Les maths, la plus égalitaire des sciences, vraiment ? Si cette idée paraît fondée, en raison des caractéristiques de cette discipline, où la culture générale n'entre pas en compte, elle n'en est pas moins... fausse. Selon la dernière enquête internationale Trends in Mathematics and Science Study (Timss), datée de 2019, le score moyen obtenu par les élèves français de CM1 est de 485 points (soit 44 points de moins que la moyenne des pays de l'OCDE). Ceux issus de milieux favorisés atteignent les 533 points. A l'inverse, les plus défavorisés descendent à 429 points, et seuls 4% d'entre eux ont un niveau élevé (contre 19% dans les pays de l'OCDE).

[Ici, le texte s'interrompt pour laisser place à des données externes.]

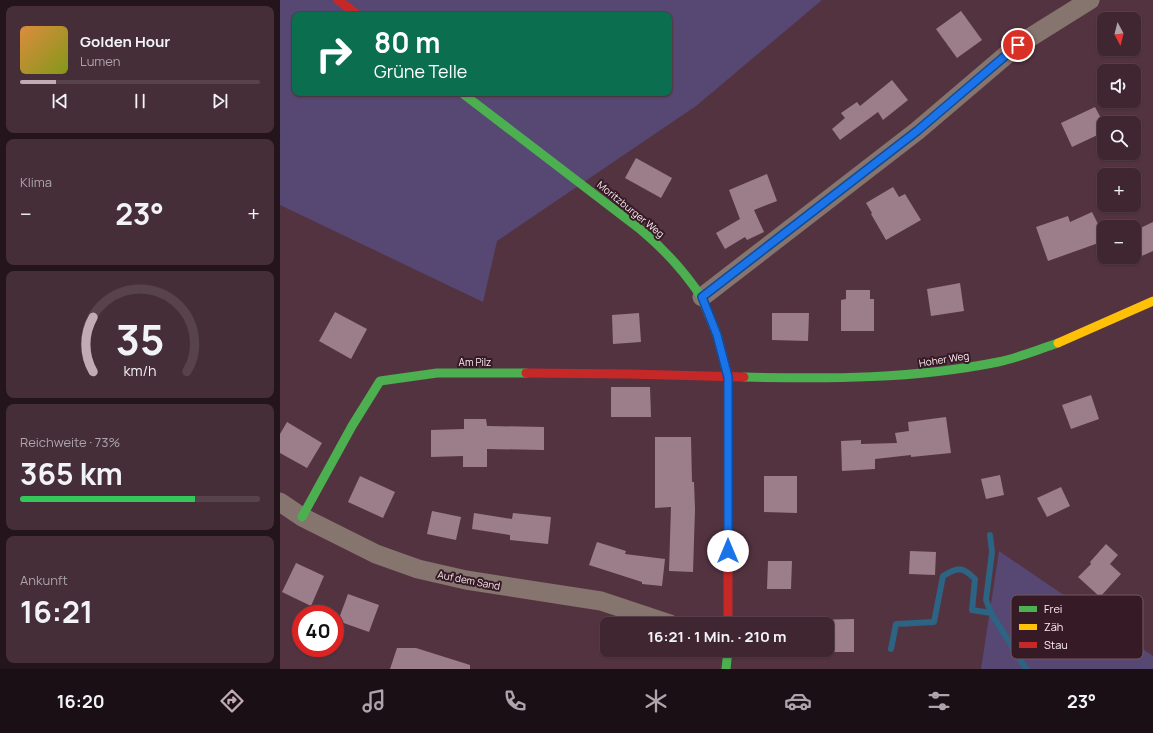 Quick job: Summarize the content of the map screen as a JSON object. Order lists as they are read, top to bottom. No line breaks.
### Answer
{"streets":{"street":["Moritzburger Weg","Hoher Weg","Am Pilz","Auf dem Sand"]},"crossings":[["Moritzburger Weg","Hoher Weg"],["Moritzburger Weg","Am Pilz"],["Hoher Weg","Am Pilz"],["Am Pilz","Auf dem Sand"]],"legend":["Frei","Zäh","Stau"],"north":"bottom","page":{"map_buttons":["+","−"],"turn":["80 m","Grüne Telle"],"song":["Golden Hour","Lumen"],"tile":["Klima",["Reichweite · 73%","365 km"],["Ankunft","16:21"]],"heat":["−","23°","+"],"limit":"40","trip":"16:21 · 1 Min. · 210 m","tabs":["16:20","23°"],"gauge":["35","km/h"]}} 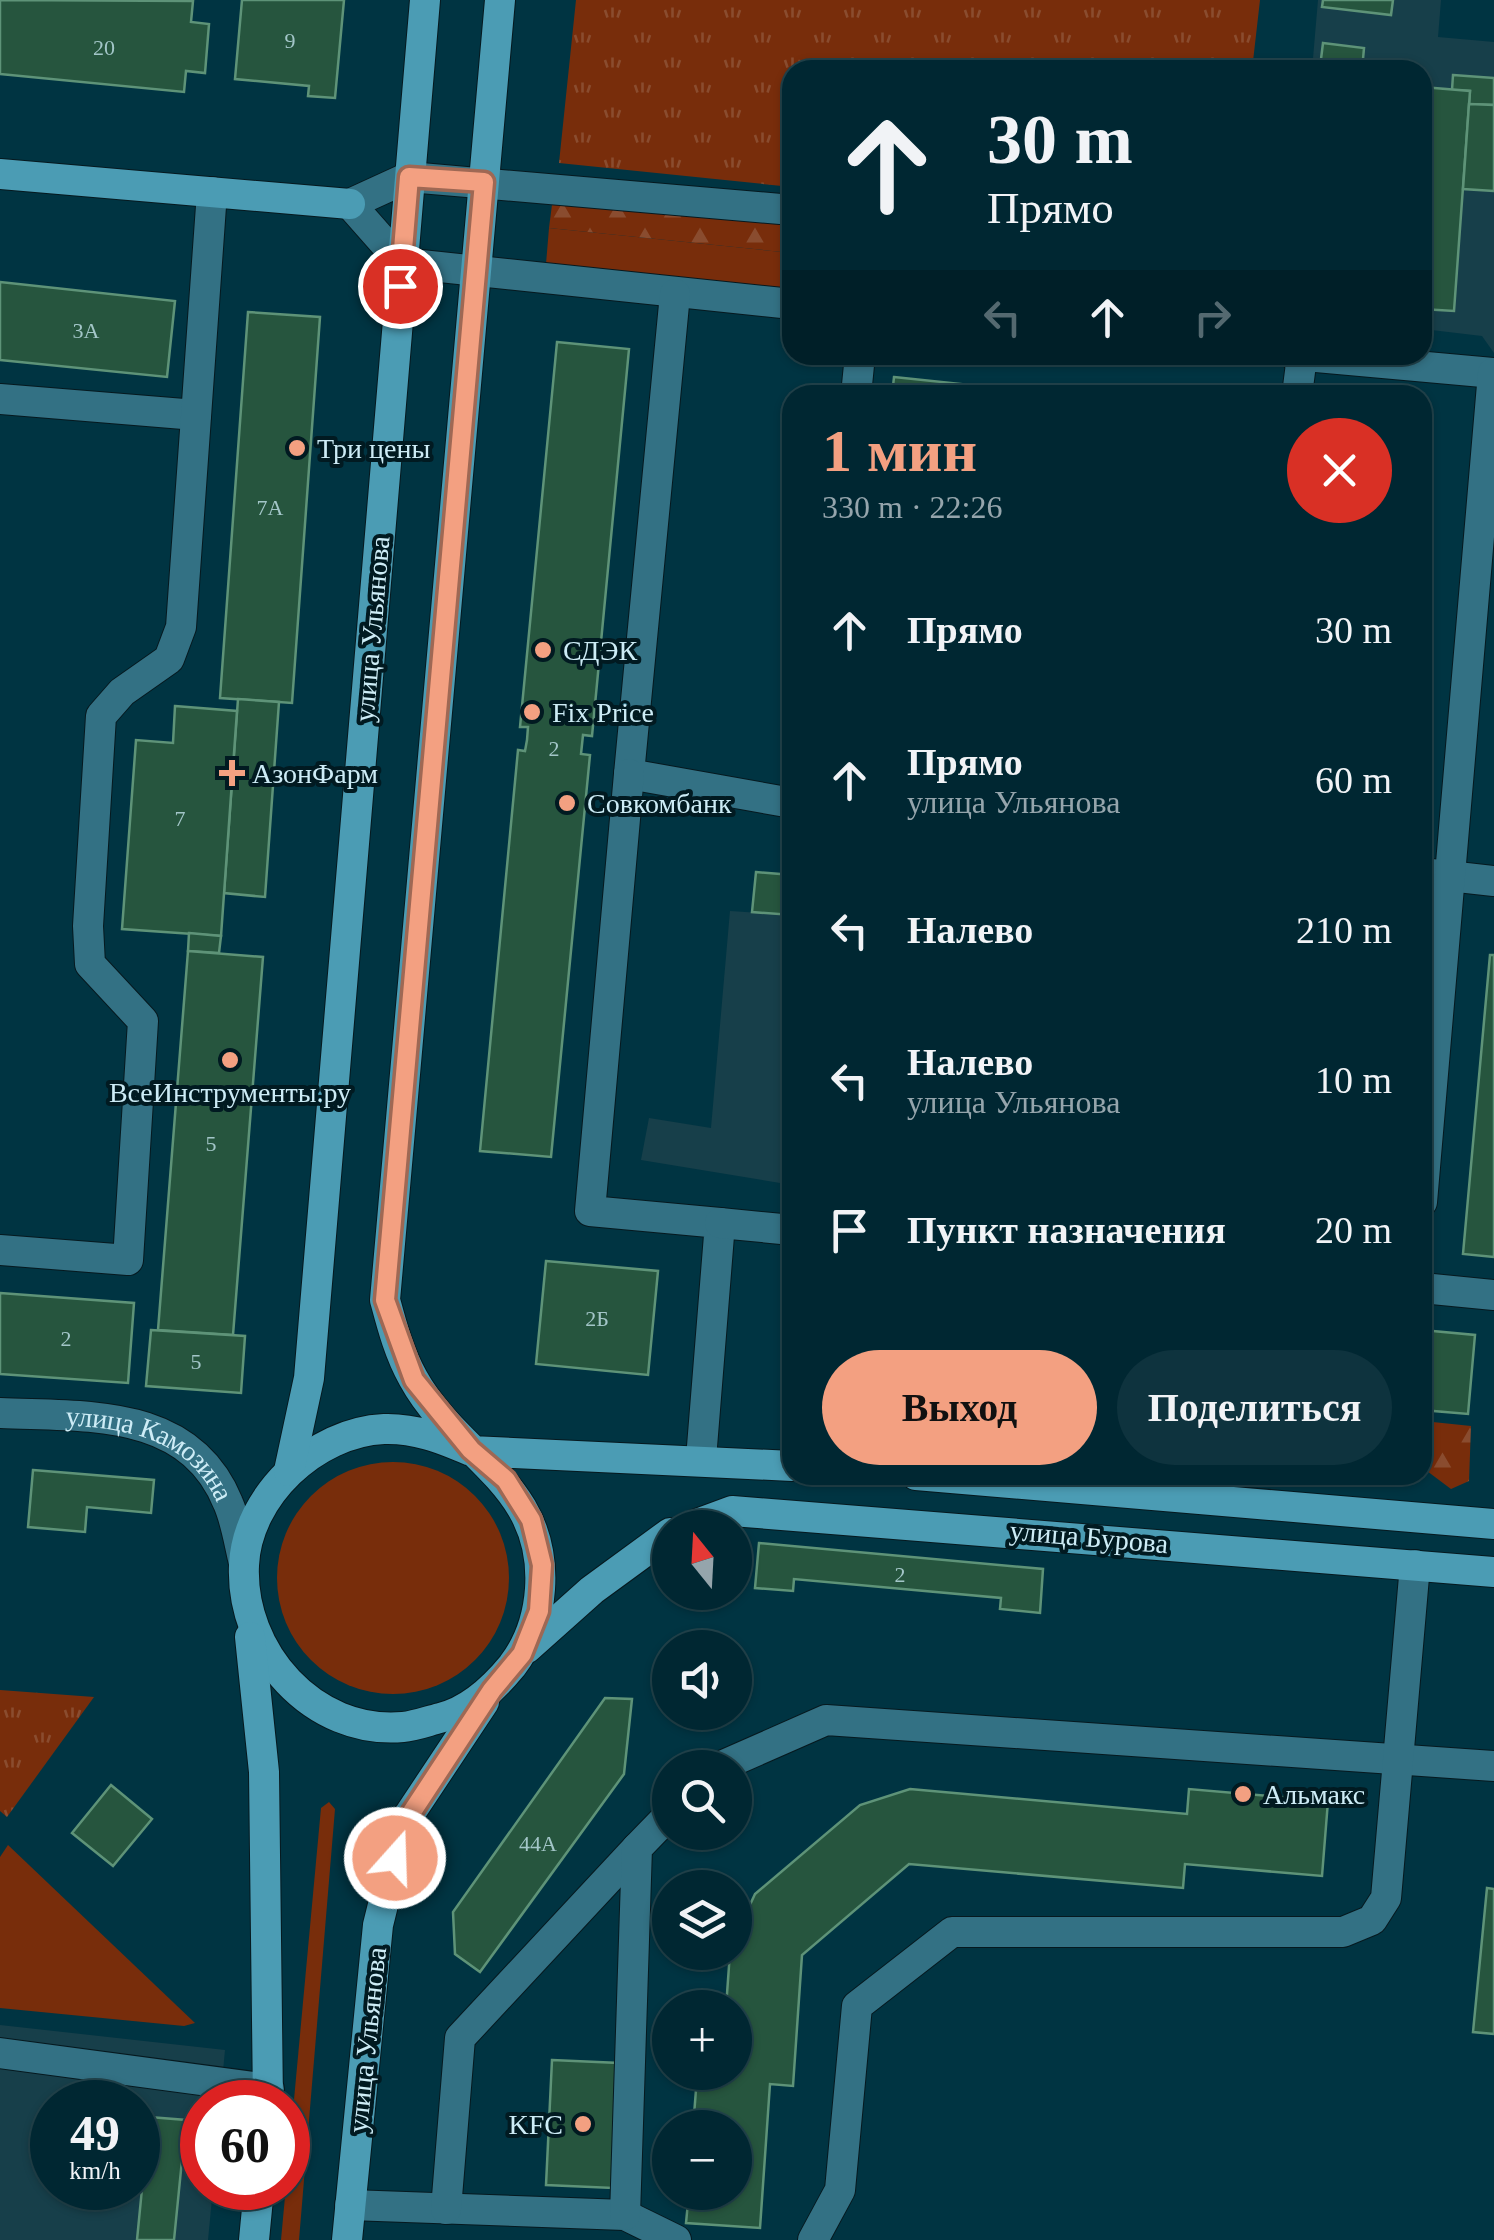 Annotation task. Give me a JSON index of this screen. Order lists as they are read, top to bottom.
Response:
{
  "streets": {
    "main road": ["улица Ульянова", "улица Бурова"],
    "street": ["улица Камозина"]
  },
  "crossings": [
    ["улица Ульянова", "улица Камозина"]
  ],
  "places": {
    "other": [
      "Три цены",
      "СДЭК",
      "Fix Price",
      "Совкомбанк",
      "ВсеИнструменты.ру",
      "Альмакс",
      "KFC"
    ],
    "health": ["АзонФарм"]
  },
  "house_numbers": [
    "9",
    "20",
    "3А",
    "7А",
    "2",
    "7",
    "5",
    "2Б",
    "2",
    "5",
    "2",
    "44А"
  ],
  "north": "top",
  "page": {
    "turn": ["30 m", "Прямо"],
    "heading": ["1 мин", "330 m · 22:26"],
    "list": [
      {
        "name": "Прямо",
        "value": "30 m"
      },
      {
        "name": "Прямо",
        "note": "улица Ульянова",
        "value": "60 m"
      },
      {
        "name": "Налево",
        "value": "210 m"
      },
      {
        "name": "Налево",
        "note": "улица Ульянова",
        "value": "10 m"
      },
      {
        "name": "Пункт назначения",
        "value": "20 m"
      }
    ],
    "buttons": ["Выход", "Поделиться"],
    "map_buttons": ["+", "−"],
    "speed": "49 km/h",
    "limit": "60"
  }
}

"Pour le dire un peu brutalement, le fait de venir d'une famille pauvre a un impact sur les notes de maths. C'est bel et bien une spécificité française", confirme Clémence Perronnet, chercheuse en sociologie, maîtresse de conférences en sciences de l'éducation à l'Université catholique de l'Ouest et auteure de La bosse des maths n'existe pas (éd. Autrement, 2021). Loin d'être un facteur d'ascension sociale, la discipline participerait donc au creusement des inégalités dans notre système éducatif. Comment expliquer ce malentendu qui a la vie dure ? "Sans doute est-ce dû à une mauvaise interprétation de la sociologie bourdieusienne, répond Martin Andler, vice-président de l'association Animath. Quand on évoque le rôle du capital culturel dans la réussite scolaire, on pense tout de suite à la littérature, à la peinture, au théâtre, bref aux domaines artistiques dits classiques. Mais on omet souvent, à tort, l'importance de la culture scientifique." Or ce bagage, qui se transmet bien sûr à l'école, s'acquiert aussi en grande partie au sein du cercle familial.
Les filles moins tentées
Le facteur d'identification joue également un rôle important pour tous les élèves et en particulier pour les filles. "Les femmes scientifiques mises en avant dans l'actualité sont souvent décrites comme ayant de supercerveaux ou des pouvoirs exceptionnels. Ce qui contribue à véhiculer cette image un peu inaccessible", regrette Amel Kefif, directrice générale de l'association Elles bougent. "Il est important de répéter aux jeunes filles qu'on ne leur demande pas forcément d'avoir 19 de moyenne en maths pour embrasser des études ou une carrière scientifiques", poursuit-elle. Le manque de confiance en elles ou leur difficulté à se projeter expliqueraient leurs résultats légèrement inférieurs à ceux des garçons (l'enquête Timss de 2019 montre que ces différences se retrouvent dans bon nombre d'autres pays), mais aussi le fait qu'elles se détournent plus facilement de cette discipline. Le phénomène n'est pas nouveau, mais la réforme du lycée mise en place à partir de 2019 est venue aggraver la situation. En 2021, 67% des élèves ayant totalement abandonné les maths en terminale étaient des filles, et seulement 31% des élèves ayant choisi l'option "maths expertes" étaient des filles.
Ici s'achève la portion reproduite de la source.